TASK DESCRIPTION: Restate word for word the line with "806px,1159px 891px,1159px 1127px,1114px" and all lines after it; please stop only at the end of the listing below.

SUPPLIED MATERIAL:
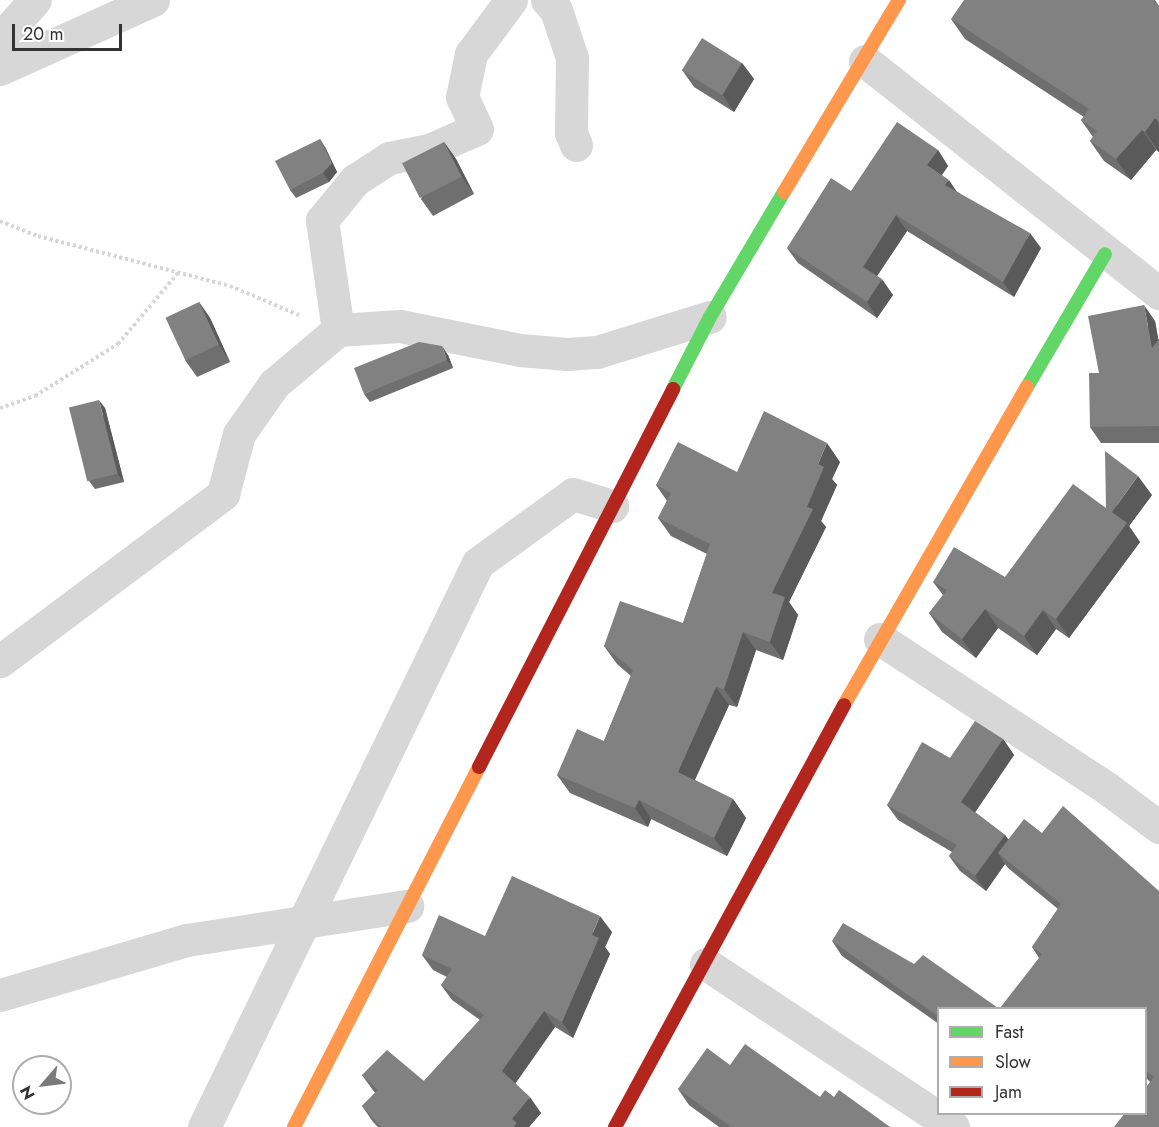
<!DOCTYPE html>
<style>
body{margin:0}
#map{position:relative;width:1159px;height:1127px;overflow:hidden;background:#fff;font-family:Jost,sans-serif}
div>[style]{position:absolute}
.path>*{height:4px;margin-top:-2px;transform-origin:0;background:repeating-linear-gradient(90deg,#d6d6d6 0 3px,transparent 0 6px)}
.street>*{height:33px;margin:-16.5px;padding:0 16.5px;transform-origin:16.5px;border-radius:16.5px;background:#d7d7d7}
.fast>*{height:14px;margin:-7px;padding:0 7px;transform-origin:7px;border-radius:7px;background:#63d668}
.slow>*{height:14px;margin:-7px;padding:0 7px;transform-origin:7px;border-radius:7px;background:#ff974d}
.jam>*{height:14px;margin:-7px;padding:0 7px;transform-origin:7px;border-radius:7px;background:#b3261e}
.wall>*{inset:0;background:#6f6f6f}
.shaded-wall>*{inset:0;background:#5a5a5a}
.building>*{inset:0;background:#818181;transform-origin:0 0}
span{translate:-50% -50%;white-space:nowrap;text-align:center;line-height:1.15;-webkit-text-stroke:6px #fff;paint-order:stroke}
.legend{position:absolute;left:937px;top:1007px;width:210px;height:108px;box-sizing:border-box;background:#fff;border:2px solid #adadad;margin:0;padding:8px 10px;list-style:none;font-size:18px;color:#333}
.legend li{display:flex;align-items:center;gap:12px;height:30px}
.legend b{width:30px;border:2px solid #adadad}
.north{position:absolute;left:12px;top:1055px;width:60px;height:60px;box-sizing:border-box;background:#fff;border:2px solid #adadad;border-radius:50%;rotate:242deg;font-size:16px;font-weight:700;line-height:24px;text-align:center;color:#333}
.north::after{content:'';display:block;margin:auto;width:21px;height:27px;background:#7a7a7a;clip-path:polygon(50% 0,100% 100%,50% 72%,0 100%)}
.scale{position:absolute;left:12px;top:24px;width:110px;height:27px;box-sizing:border-box;border:3px solid #333;border-top:0;padding-left:8px;font-size:18px;line-height:21px;white-space:nowrap;color:#333;-webkit-text-stroke:4px #fff;paint-order:stroke}
</style>
<div id="map">
<div class="path">
<i style="left:0;top:221px;width:41px;rotate:21.5deg"></i>
<i style="left:38px;top:236px;width:198px;rotate:14.6deg"></i>
<i style="left:230px;top:286px;width:75px;rotate:22.8deg"></i>
<i style="left:0;top:408px;width:37px;rotate:-19deg"></i>
<i style="left:35px;top:396px;width:98px;rotate:-32.1deg"></i>
<i style="left:118px;top:344px;width:93px;rotate:-49.8deg"></i>
</div>
<div class="street">
<i style="left:547px;top:0;width:13px;rotate:48deg"></i>
<i style="left:556px;top:10px;width:51px;rotate:71.6deg"></i>
<i style="left:572px;top:58px;width:75px;rotate:90.8deg"></i>
<i style="left:571px;top:133px;width:13px;rotate:67deg"></i>
<i style="left:0;top:39px;width:52px;rotate:-48.1deg"></i>
<i style="left:865px;top:61px;width:375px;rotate:38.3deg"></i>
<i style="left:0;top:69px;width:168px;rotate:-24.3deg"></i>
<i style="left:338px;top:330px;width:111px;rotate:-98.3deg"></i>
<i style="left:322px;top:220px;width:52px;rotate:-50.5deg"></i>
<i style="left:355px;top:180px;width:40px;rotate:-32.9deg"></i>
<i style="left:389px;top:158px;width:41px;rotate:-11.3deg"></i>
<i style="left:429px;top:150px;width:52px;rotate:-23.6deg"></i>
<i style="left:477px;top:129px;width:35px;rotate:-115deg"></i>
<i style="left:462px;top:97px;width:44px;rotate:-78.2deg"></i>
<i style="left:471px;top:54px;width:67px;rotate:-53.5deg"></i>
<i style="left:880px;top:639px;width:273px;rotate:33.3deg"></i>
<i style="left:1108px;top:789px;width:64px;rotate:36.7deg"></i>
<i style="left:0;top:661px;width:279px;rotate:-36.8deg"></i>
<i style="left:223px;top:494px;width:62px;rotate:-75.1deg"></i>
<i style="left:239px;top:434px;width:61px;rotate:-55deg"></i>
<i style="left:274px;top:384px;width:84px;rotate:-40.2deg"></i>
<i style="left:338px;top:330px;width:62px;rotate:-3.7deg"></i>
<i style="left:400px;top:326px;width:122px;rotate:11.3deg"></i>
<i style="left:520px;top:350px;width:47px;rotate:4.9deg"></i>
<i style="left:567px;top:354px;width:30px;rotate:-4deg"></i>
<i style="left:597px;top:352px;width:118px;rotate:-17.2deg"></i>
<i style="left:706px;top:964px;width:296px;rotate:33.4deg"></i>
<i style="left:0;top:995px;width:195px;rotate:-16.4deg"></i>
<i style="left:187px;top:940px;width:223px;rotate:-8.8deg"></i>
<i style="left:204px;top:1127px;width:627px;rotate:-64.09deg"></i>
<i style="left:478px;top:563px;width:117px;rotate:-36deg"></i>
<i style="left:573px;top:494px;width:41px;rotate:17.1deg"></i>
</div>
<div class="fast">
<i style="left:1027px;top:387px;width:154px;rotate:-59.6deg"></i>
<i style="left:673px;top:389px;width:81px;rotate:-62.8deg"></i>
<i style="left:710px;top:317px;width:145px;rotate:-59.4deg"></i>
</div>
<div class="slow">
<i style="left:784px;top:192px;width:224px;rotate:-59.1deg"></i>
<i style="left:844px;top:705px;width:367px;rotate:-60.1deg"></i>
<i style="left:294px;top:1127px;width:405px;rotate:-62.8deg"></i>
</div>
<div class="jam">
<i style="left:479px;top:767px;width:425px;rotate:-62.8deg"></i>
<i style="left:615px;top:1127px;width:480px;rotate:-61.5deg"></i>
</div>
<div class="wall">
<i style="clip-path:polygon(1155px 0,1159px 6px,1159px 152px,1156px 150px,1131px 180px,1104px 161px,1090px 141px,1093px 137px,1081px 120px,1084px 117px,965px 39px,951px 19px)"></i>
<i style="clip-path:polygon(742px 63px,754px 79px,734px 112px,694px 87px,682px 70px)"></i>
<i style="clip-path:polygon(444px 142px,456px 159px,474px 194px,433px 216px,421px 199px)"></i>
<i style="clip-path:polygon(325px 147px,337px 172px,329px 182px,296px 198px,290px 190px)"></i>
<i style="clip-path:polygon(938px 150px,948px 166px,942px 175px,956px 191px,1041px 248px,1014px 297px,907px 231px,877px 276px,893px 295px,877px 318px,798px 263px,787px 248px,851px 191px)"></i>
<i style="clip-path:polygon(199px 302px,210px 318px,230px 362px,197px 377px,185px 360px)"></i>
<i style="clip-path:polygon(1155px 321px,1158px 339px,1159px 339px,1159px 443px,1101px 443px,1090px 427px,1099px 373px)"></i>
<i style="clip-path:polygon(448px 355px,453px 368px,370px 402px,364px 394px)"></i>
<i style="clip-path:polygon(105px 408px,124px 482px,95px 489px,89px 481px)"></i>
<i style="clip-path:polygon(840px 462px,832px 479px,837px 485px,821px 521px,826px 527px,789px 602px,798px 615px,783px 660px,756px 650px,737px 707px,729px 705px,695px 780px,733px 799px,746px 818px,727px 856px,651px 819px,648px 827px,570px 793px,557px 775px,604px 741px,631px 676px,617px 664px,604px 646px,683px 623px,707px 554px,671px 536px,658px 518px,667px 501px,656px 485px,737px 472px)"></i>
<i style="clip-path:polygon(1152px 495px,1129px 526px,1140px 542px,1069px 638px,1056px 629px,1037px 655px,998px 628px,976px 658px,942px 632px,929px 613px,943px 595px,933px 582px,1005px 577px,1106px 508px)"></i>
<i style="clip-path:polygon(1003px 739px,1014px 755px,975px 812px,1005px 835px,1008px 839px,1042px 833px,1159px 891px,1159px 1127px,1150px 1082px,1146px 1078px,1146px 1008px,1039px 958px,1032px 947px,1058px 909px,1008px 868px,1005px 864px,986px 891px,960px 871px,949px 856px,952px 852px,898px 820px,887px 805px,950px 758px)"></i>
<i style="clip-path:polygon(612px 932px,605px 947px,610px 954px,573px 1038px,555px 1027px,515px 1083px,541px 1113px,529px 1127px,378px 1127px,373px 1122px,362px 1106px,375px 1093px,362px 1075px,424px 1081px,480px 1020px,452px 1000px,441px 985px,447px 977px,433px 970px,422px 955px,485px 936px)"></i>
<i style="clip-path:polygon(832px 941px,914px 964px,939px 1008px,939px 1024px,842px 956px)"></i>
<i style="clip-path:polygon(730px 1065px,820px 1097px,834px 1097px,890px 1127px,719px 1127px,689px 1105px,678px 1089px)"></i>
</div>
<div class="shaded-wall">
<i style="clip-path:polygon(742px 63px,754px 79px,734px 112px,723px 95px)"></i>
<i style="clip-path:polygon(1155px 118px,1159px 124px,1159px 152px,1145px 132px)"></i>
<i style="clip-path:polygon(1142px 130px,1156px 150px,1131px 180px,1116px 159px)"></i>
<i style="clip-path:polygon(320px 139px,325px 147px,337px 172px,329px 182px,323px 173px)"></i>
<i style="clip-path:polygon(444px 142px,456px 159px,474px 194px,462px 177px)"></i>
<i style="clip-path:polygon(938px 150px,948px 166px,938px 180px,927px 165px)"></i>
<i style="clip-path:polygon(949px 180px,959px 195px,945px 185px)"></i>
<i style="clip-path:polygon(896px 215px,907px 231px,873px 282px,863px 267px)"></i>
<i style="clip-path:polygon(1030px 233px,1041px 248px,1014px 297px,1003px 282px)"></i>
<i style="clip-path:polygon(882px 279px,893px 295px,877px 318px,867px 302px)"></i>
<i style="clip-path:polygon(199px 302px,210px 318px,230px 362px,219px 345px)"></i>
<i style="clip-path:polygon(1144px 305px,1155px 321px,1159px 343px,1152px 348px)"></i>
<i style="clip-path:polygon(442px 346px,448px 355px,453px 368px,447px 360px)"></i>
<i style="clip-path:polygon(99px 400px,105px 408px,124px 482px,118px 474px)"></i>
<i style="clip-path:polygon(827px 443px,840px 462px,832px 479px,837px 485px,821px 521px,826px 527px,789px 602px,798px 615px,783px 660px,770px 642px,772px 593px,807px 507px,818px 464px)"></i>
<i style="clip-path:polygon(1138px 476px,1152px 495px,1129px 526px,1140px 542px,1069px 638px,1056px 619px,1112px 512px)"></i>
<i style="clip-path:polygon(985px 609px,998px 628px,976px 658px,962px 639px)"></i>
<i style="clip-path:polygon(1043px 610px,1056px 629px,1037px 655px,1024px 636px)"></i>
<i style="clip-path:polygon(743px 632px,756px 650px,737px 707px,724px 689px)"></i>
<i style="clip-path:polygon(716px 687px,729px 705px,690px 790px,678px 772px)"></i>
<i style="clip-path:polygon(1003px 739px,1014px 755px,972px 817px,961px 802px)"></i>
<i style="clip-path:polygon(733px 799px,746px 818px,727px 856px,714px 838px)"></i>
<i style="clip-path:polygon(639px 800px,651px 819px,648px 827px,635px 808px)"></i>
<i style="clip-path:polygon(1005px 835px,1016px 850px,998px 853px,1005px 864px,986px 891px,975px 876px)"></i>
<i style="clip-path:polygon(600px 916px,612px 932px,605px 947px,610px 954px,573px 1038px,562px 1022px,592px 935px)"></i>
<i style="clip-path:polygon(544px 1011px,555px 1027px,513px 1087px,502px 1071px)"></i>
<i style="clip-path:polygon(530px 1097px,541px 1113px,529px 1127px,514px 1127px,512px 1119px)"></i>
</div>
<div class="building">
<i style="clip-path:polygon(964px 0,1152px 0,1159px 6px,1159px 121px,1155px 118px,1145px 132px,1142px 130px,1116px 159px,1090px 141px,1097px 131px,1081px 120px,1089px 109px,951px 19px)"></i>
<i style="left:702px;top:38px;width:47px;height:38px;rotate:32deg"></i>
<i style="clip-path:polygon(897px 122px,938px 150px,927px 165px,949px 180px,945px 185px,1030px 233px,1003px 282px,896px 215px,863px 267px,882px 279px,867px 302px,787px 248px,831px 178px,851px 191px)"></i>
<i style="clip-path:polygon(320px 139px,332px 163px,323px 173px,290px 190px,275px 161px)"></i>
<i style="left:444px;top:142px;width:39px;height:47px;rotate:63deg"></i>
<i style="left:199px;top:302px;width:47px;height:37px;rotate:65deg"></i>
<i style="clip-path:polygon(1144px 305px,1152px 348px,1159px 339px,1159px 426px,1090px 427px,1089px 373px,1099px 373px,1088px 316px)"></i>
<i style="clip-path:polygon(419px 342px,442px 346px,447px 360px,364px 394px,354px 368px)"></i>
<i style="left:99px;top:400px;width:76px;height:31px;rotate:76deg"></i>
<i style="clip-path:polygon(764px 411px,827px 443px,818px 464px,824px 467px,807px 507px,813px 509px,772px 593px,785px 597px,770px 642px,743px 632px,724px 689px,716px 687px,678px 772px,733px 799px,714px 838px,639px 800px,635px 808px,557px 775px,577px 729px,604px 741px,633px 670px,604px 646px,620px 601px,683px 623px,710px 544px,658px 518px,671px 493px,656px 485px,678px 442px,737px 472px)"></i>
<i style="clip-path:polygon(1105px 451px,1138px 476px,1112px 512px,1127px 523px,1056px 619px,1043px 610px,1024px 636px,985px 609px,962px 639px,929px 613px,947px 590px,933px 582px,954px 547px,1005px 577px,1073px 484px,1106px 508px)"></i>
<i style="clip-path:polygon(975px 721px,1003px 739px,961px 802px,1005px 835px,975px 876px,949px 856px,957px 845px,887px 805px,922px 742px,950px 758px)"></i>
<i style="clip-path:polygon(1063px 806px,1159px 891px,1159px 1127px,1114px 1127px,1125px 1113px,1146px 1113px,1146px 1087px,1154px 1077px,1146px 1071px,1146px 1008px,1000px 1008px,1042px 954px,1032px 947px,1061px 904px,998px 853px,1024px 819px,1042px 833px)"></i>
<i style="clip-path:polygon(512px 876px,600px 916px,592px 935px,599px 938px,562px 1022px,544px 1011px,502px 1071px,530px 1097px,512px 1119px,517px 1123px,514px 1127px,381px 1127px,362px 1106px,378px 1090px,362px 1075px,387px 1050px,424px 1081px,484px 1015px,441px 985px,452px 969px,422px 955px,439px 915px,485px 936px)"></i>
<i style="clip-path:polygon(843px 923px,914px 964px,923px 955px,998px 1008px,939px 1008px,939px 1017px,832px 941px)"></i>
<i style="clip-path:polygon(745px 1044px,820px 1097px,825px 1090px,834px 1097px,839px 1090px,890px 1127px,731px 1127px,678px 1089px,707px 1048px,730px 1065px)"></i>
</div>
<ul class="legend">
<li><b style="height:8px;background:#63d668"></b>Fast</li>
<li><b style="height:8px;background:#ff974d"></b>Slow</li>
<li><b style="height:8px;background:#b3261e"></b>Jam</li>
</ul>
<div class="north">N</div>
<div class="scale">20 m</div>
</div>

RESULT:
<i style="clip-path:polygon(1063px 806px,1159px 891px,1159px 1127px,1114px 1127px,1125px 1113px,1146px 1113px,1146px 1087px,1154px 1077px,1146px 1071px,1146px 1008px,1000px 1008px,1042px 954px,1032px 947px,1061px 904px,998px 853px,1024px 819px,1042px 833px)"></i>
<i style="clip-path:polygon(512px 876px,600px 916px,592px 935px,599px 938px,562px 1022px,544px 1011px,502px 1071px,530px 1097px,512px 1119px,517px 1123px,514px 1127px,381px 1127px,362px 1106px,378px 1090px,362px 1075px,387px 1050px,424px 1081px,484px 1015px,441px 985px,452px 969px,422px 955px,439px 915px,485px 936px)"></i>
<i style="clip-path:polygon(843px 923px,914px 964px,923px 955px,998px 1008px,939px 1008px,939px 1017px,832px 941px)"></i>
<i style="clip-path:polygon(745px 1044px,820px 1097px,825px 1090px,834px 1097px,839px 1090px,890px 1127px,731px 1127px,678px 1089px,707px 1048px,730px 1065px)"></i>
</div>
<ul class="legend">
<li><b style="height:8px;background:#63d668"></b>Fast</li>
<li><b style="height:8px;background:#ff974d"></b>Slow</li>
<li><b style="height:8px;background:#b3261e"></b>Jam</li>
</ul>
<div class="north">N</div>
<div class="scale">20 m</div>
</div>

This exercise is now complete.